Thanks to all those who participated in this competition! This page contains a summary of the results for the IDTReeS 2020 competition for the delineation and classification tasks, and a list of teams. The 2020 competition ran from March to August 2020.

Delineation

The delineation task is to define the boundaries of individual tree crown objects (ITCs). Identifying the position and size of individual trees from remote sensing is useful for understanding forest structure and an important first step in species classification.

Evaluation metrics

Intersection over union (IoU) – the area of overlap between the ground-truth bounding box and predicted bounding box divided by the area of union. IoU was used because it is a common evaluation metric in delineation tasks because it is easy to measure and interpret.

Rand Index – The ratio of the true positive pairs and true negative pairs to the number of negative pairs. The Rand Index was used because the border of a crown is not precise. The score is less sensitive (than IoU) to minor differences in the delineation with a buffer area around the true delineation.

Team scores for the delineation task

TeamMean IoUMean Rand Index
Fujitsu Satellite0.630.86
Intellisence_CAU0.360.61
INRAE-GIPSA0.180.21

Details for each submission (listed alphabetically)

Teams with an * have indicated they are interested in publishing their methods in a peer-reviewed scientific journal as part of a collective submission for this competition. The structure will follow the structure of the 2017 competition paper collection: https://peerj.com/collections/56-remotesensingcomp/.

Delineations are boxes with a cyan line with partially transparent white fill. Field ITC delineations (ground truth) used to evaluate team delineations are boxes with a black line and no fill. One plot from each site is presented (from left to right: MLBS, OSBS, TALL)

Fujitsu Satellite team: Our approach is based on deep neural networks (SOTA detection and instance segmentation models, such as HTC and DetectoRS). We used CHM data to filter obvious false positive predictions. Data used: RGB, HSI, and CHM

3 images of RGB plots overlaid with crown delinations
Example delineations from the Fujitsu Satellite team for 3 plots

INRAE-GIPSA team*: We present an adaptive 3D mean shift (AMS3D) algorithm, whose parameters are estimated based on allometry equations for defining the ellipsoid crown shape model and deriving the kernel profile size. Data used: LiDAR point cloud

3 images of RGB plots overlaid with crown delinations
Example delineations from the INRAE-GIPSA team for 3 plots

Intellisence_CAU team: We use RGB images to train a Faster-RCNN detector. TTA is used to improve the results. Data used: RGB

3 images of RGB plots overlaid with crown delinations
Example delineations from the Intellisence_CAU team for 3 plots

Classification

Classification is a common data science problem that involves determining object membership in a set of categories. Describing the density and distribution of different species using remote sensing would allow these efforts to occur more rapidly and at larger scales than field sampling.

Evaluation metrics

There are many relevant ecological questions that warrant the use of multiple evaluation metrics, and at multiple levels of detail.
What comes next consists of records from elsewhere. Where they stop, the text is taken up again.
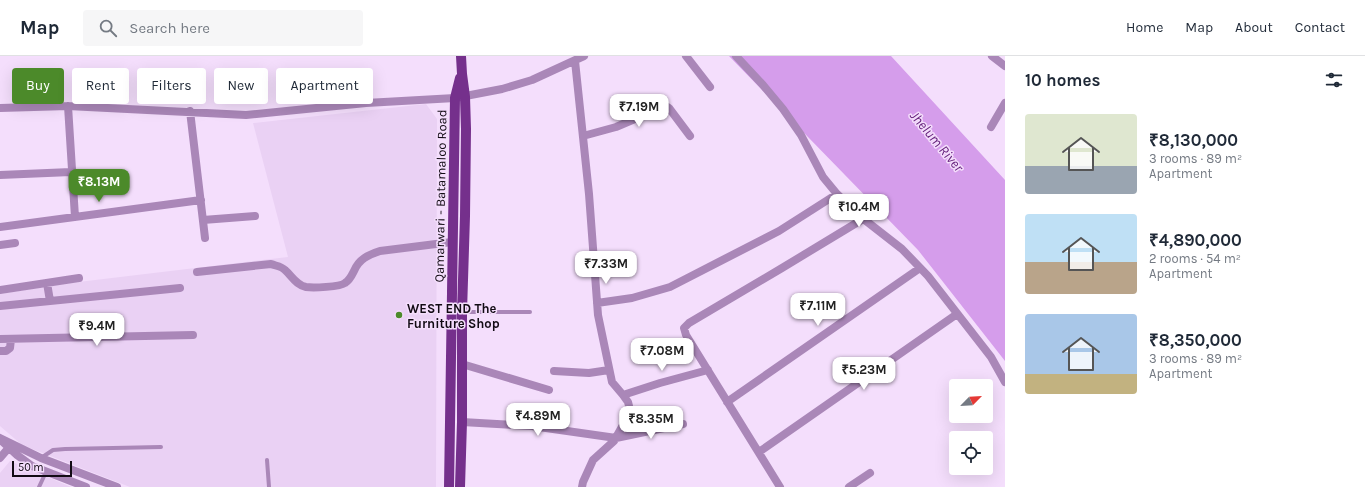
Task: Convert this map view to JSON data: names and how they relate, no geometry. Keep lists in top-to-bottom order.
{
  "streets": {
    "main road": ["Qamarwari - Batamaloo Road"]
  },
  "water": ["Jhelum River"],
  "places": ["WEST END The Furniture Shop"],
  "scale_bar": "50 m",
  "north": "top right",
  "page": {
    "header": "Map",
    "search": "Search here",
    "nav": [
      "Home",
      "Map",
      "About",
      "Contact"
    ],
    "heading": "10 homes",
    "chip": [
      "Buy",
      "Rent",
      "Filters",
      "New",
      "Apartment"
    ],
    "price": [
      "₹7.19M",
      "₹8.13M",
      "₹10.4M",
      "₹7.33M",
      "₹7.11M",
      "₹9.4M",
      "₹7.08M",
      "₹5.23M",
      "₹4.89M",
      "₹8.35M"
    ],
    "list": [
      {
        "name": "₹8,130,000",
        "note": "3 rooms · 89 m² · Apartment"
      },
      {
        "name": "₹4,890,000",
        "note": "2 rooms · 54 m² · Apartment"
      },
      {
        "name": "₹8,350,000",
        "note": "3 rooms · 89 m² · Apartment"
      }
    ],
    "scale": "50 m"
  }
}
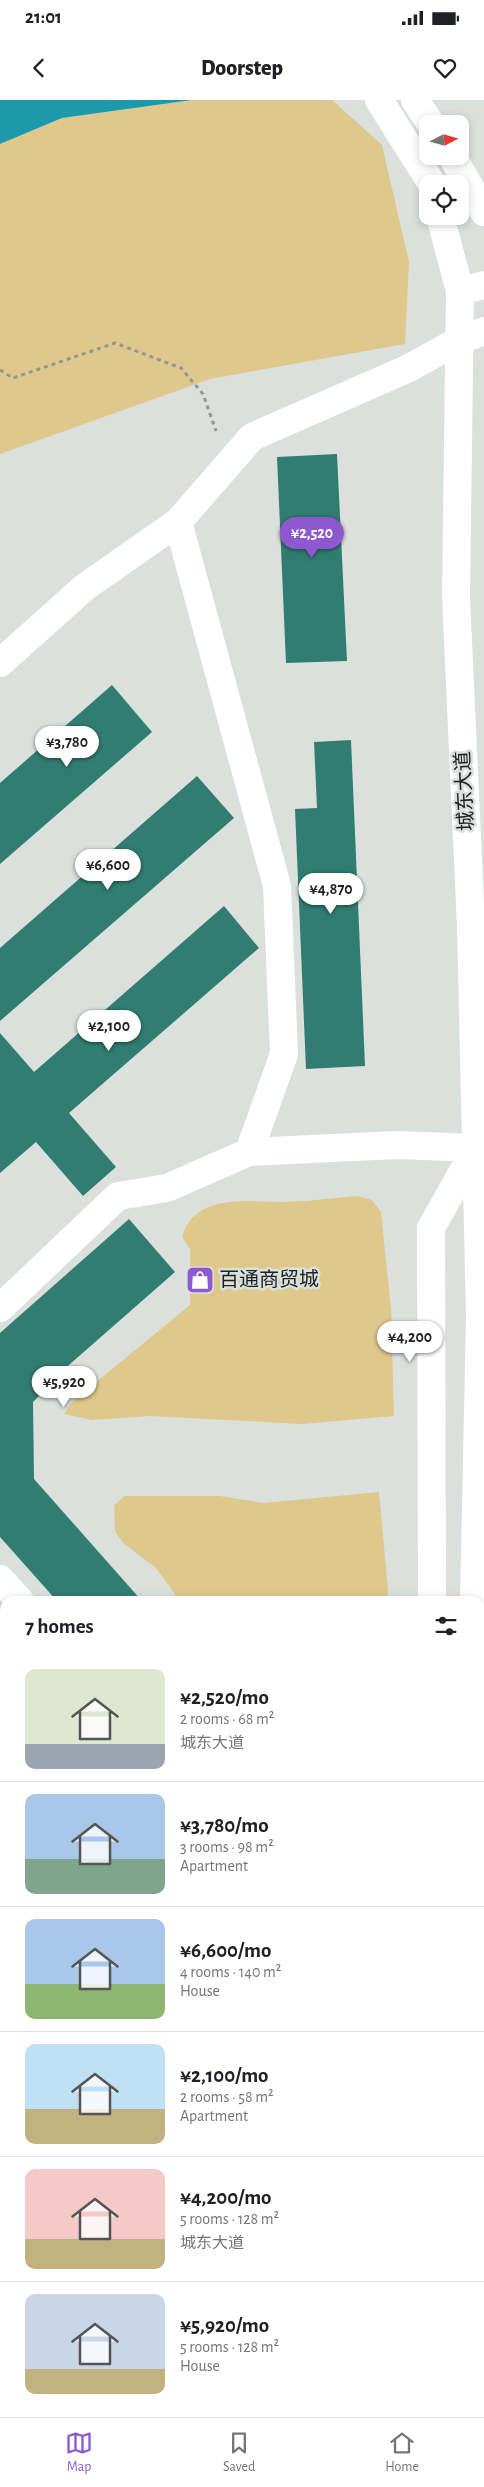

We report scores for three different evaluation metrics and for 3 levels of evaluation. These evaluations consider test data from both sites that included training data (OSBS, MLBS) and novel sites with no training data provided (TALL). 

Macro F1: The F1 metric averaged across all classes equally. This metric was used because while the dataset contains highly imbalanced data (as is common in ecological datasets of species), there may be applications where all classes are of equal importance. Therefore, the method should not favor common classes over rare classes.

Weighted F1: The F1 metric averaged across all classes and weighted by the number of samples in each class. This metric is used because the high imbalance in the data is a reflection of the distribution of species in the ecosystem, with come species being very common and others being rare. Therefore, it may be best for a method to favor the most common classes as the expense of the rare classes.

Cross-Entropy: A metric to compare two probability distributions. This metric was used because it rewards participants for submitting well-calibrated probabilities that accurately reflect their uncertainty about which crowns belong to which class. Capturing this uncertainty is useful when new classes are introduced.

Team scores for the classification task

This evaluation includes all crowns, does not group by genus, and contains many new classes (these classes were not known to participants). All teams except GatorSense had at least 2 evaluated pre-submissions. Bold text indicates top score for each metric.

TeamMacro F1Weighted F1Cross entropy
Fujitsu Satellite0.280.453.92
Intellisence_CAU0.220.399.08
Más JALApeñoS0.120.332.50
Jeepers Treepers0.070.3111.62
GatorSense0.090.3224.38

Methods for each submission (teams listed alphabetically)

Teams with an * have indicated they are interested in publishing their methods in a peer-reviewed scientific journal as part of a collective submission for this competition. The structure will follow the structure of the 2017 competition paper collection: https://peerj.com/collections/56-remotesensingcomp/. The GatorSense team participated in the last competition and published a paper with their methods.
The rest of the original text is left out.